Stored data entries
+ + +

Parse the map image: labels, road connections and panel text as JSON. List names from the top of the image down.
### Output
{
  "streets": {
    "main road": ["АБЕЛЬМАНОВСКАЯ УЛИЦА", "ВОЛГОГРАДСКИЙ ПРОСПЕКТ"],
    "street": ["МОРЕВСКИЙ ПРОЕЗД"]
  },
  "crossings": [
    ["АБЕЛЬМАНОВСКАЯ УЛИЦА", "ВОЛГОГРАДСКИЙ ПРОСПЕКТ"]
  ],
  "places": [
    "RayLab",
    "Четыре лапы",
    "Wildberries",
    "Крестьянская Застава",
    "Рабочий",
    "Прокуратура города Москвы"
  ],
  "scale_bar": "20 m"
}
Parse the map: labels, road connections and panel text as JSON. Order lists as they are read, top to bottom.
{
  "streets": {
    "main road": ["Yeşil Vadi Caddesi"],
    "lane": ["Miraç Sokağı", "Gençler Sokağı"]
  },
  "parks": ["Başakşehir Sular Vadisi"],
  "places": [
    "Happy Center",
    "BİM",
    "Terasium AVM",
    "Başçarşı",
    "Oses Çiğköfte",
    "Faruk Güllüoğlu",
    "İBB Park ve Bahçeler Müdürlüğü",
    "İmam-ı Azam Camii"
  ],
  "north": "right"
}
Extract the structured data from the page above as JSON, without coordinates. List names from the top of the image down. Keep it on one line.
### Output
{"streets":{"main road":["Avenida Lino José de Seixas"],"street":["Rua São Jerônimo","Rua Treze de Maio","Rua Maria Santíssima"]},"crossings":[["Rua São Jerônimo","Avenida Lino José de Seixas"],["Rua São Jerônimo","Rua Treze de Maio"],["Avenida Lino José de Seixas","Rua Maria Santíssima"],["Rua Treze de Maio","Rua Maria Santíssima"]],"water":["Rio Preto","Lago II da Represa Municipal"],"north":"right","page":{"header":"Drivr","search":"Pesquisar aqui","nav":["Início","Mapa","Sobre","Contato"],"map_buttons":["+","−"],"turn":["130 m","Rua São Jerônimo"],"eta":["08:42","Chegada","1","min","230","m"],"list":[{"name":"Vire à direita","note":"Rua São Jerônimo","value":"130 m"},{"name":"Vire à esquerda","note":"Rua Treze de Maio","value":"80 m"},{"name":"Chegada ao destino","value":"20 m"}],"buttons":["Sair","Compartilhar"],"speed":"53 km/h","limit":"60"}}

+ + +

What needs to be done
Retype only the lines above between the line with "Parse the map: labels, road" and the line with "Extract the structured", counting those two lines as well, and keep every character as it is.

Task answer
Parse the map: labels, road connections and panel text as JSON. Order lists as they are read, top to bottom.
{
  "streets": {
    "main road": ["Yeşil Vadi Caddesi"],
    "lane": ["Miraç Sokağı", "Gençler Sokağı"]
  },
  "parks": ["Başakşehir Sular Vadisi"],
  "places": [
    "Happy Center",
    "BİM",
    "Terasium AVM",
    "Başçarşı",
    "Oses Çiğköfte",
    "Faruk Güllüoğlu",
    "İBB Park ve Bahçeler Müdürlüğü",
    "İmam-ı Azam Camii"
  ],
  "north": "right"
}
Extract the structured data from the page above as JSON, without coordinates. List names from the top of the image down. Keep it on one line.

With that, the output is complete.